*** Block opens ***
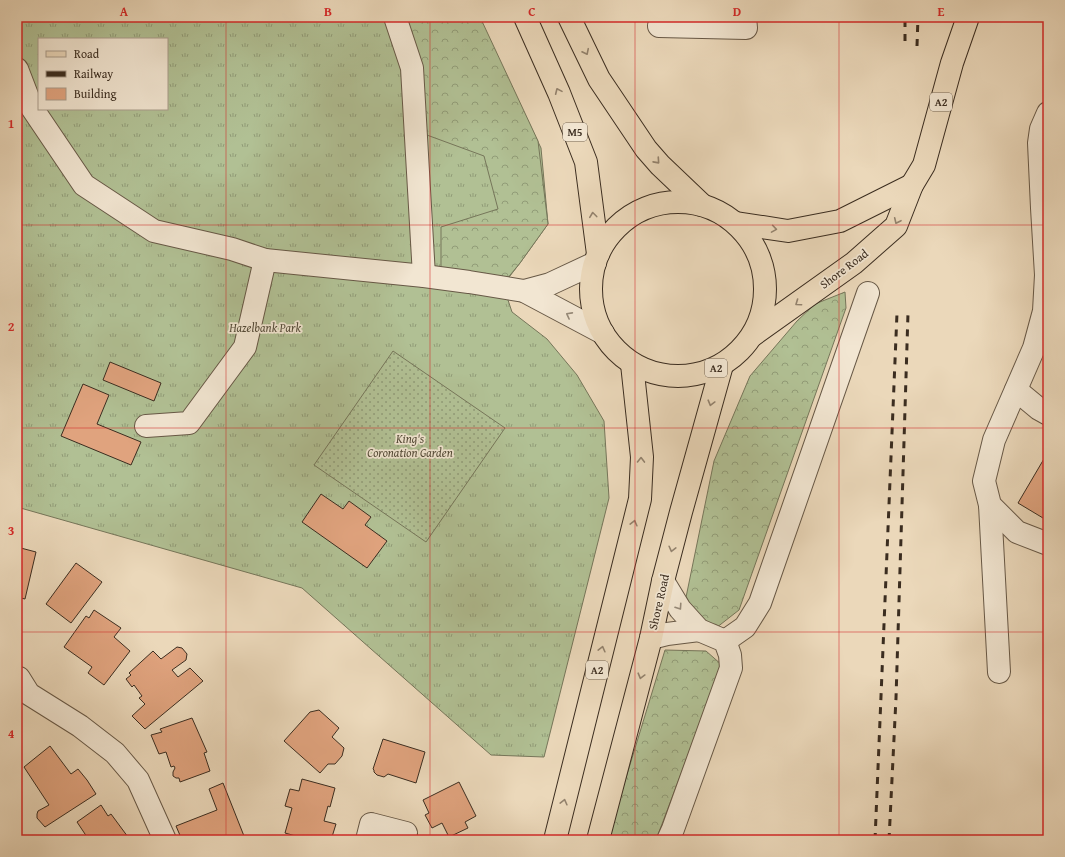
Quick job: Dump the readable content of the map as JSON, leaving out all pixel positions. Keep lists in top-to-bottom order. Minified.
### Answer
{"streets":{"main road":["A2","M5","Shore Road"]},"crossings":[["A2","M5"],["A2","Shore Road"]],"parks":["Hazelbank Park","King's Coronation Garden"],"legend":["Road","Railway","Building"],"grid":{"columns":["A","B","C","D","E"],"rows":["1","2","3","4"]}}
*** Block closes ***
• **PROBLEM REQUIREMENTS**
The response must match the listing exactly, except that pictures are removed.

• **REPLY TO THE EXERCISE**
Quick job: Dump the readable content of the map as JSON, leaving out all pixel positions. Keep lists in top-to-bottom order. Minified.
### Answer
{"streets":{"main road":["A2","M5","Shore Road"]},"crossings":[["A2","M5"],["A2","Shore Road"]],"parks":["Hazelbank Park","King's Coronation Garden"],"legend":["Road","Railway","Building"],"grid":{"columns":["A","B","C","D","E"],"rows":["1","2","3","4"]}}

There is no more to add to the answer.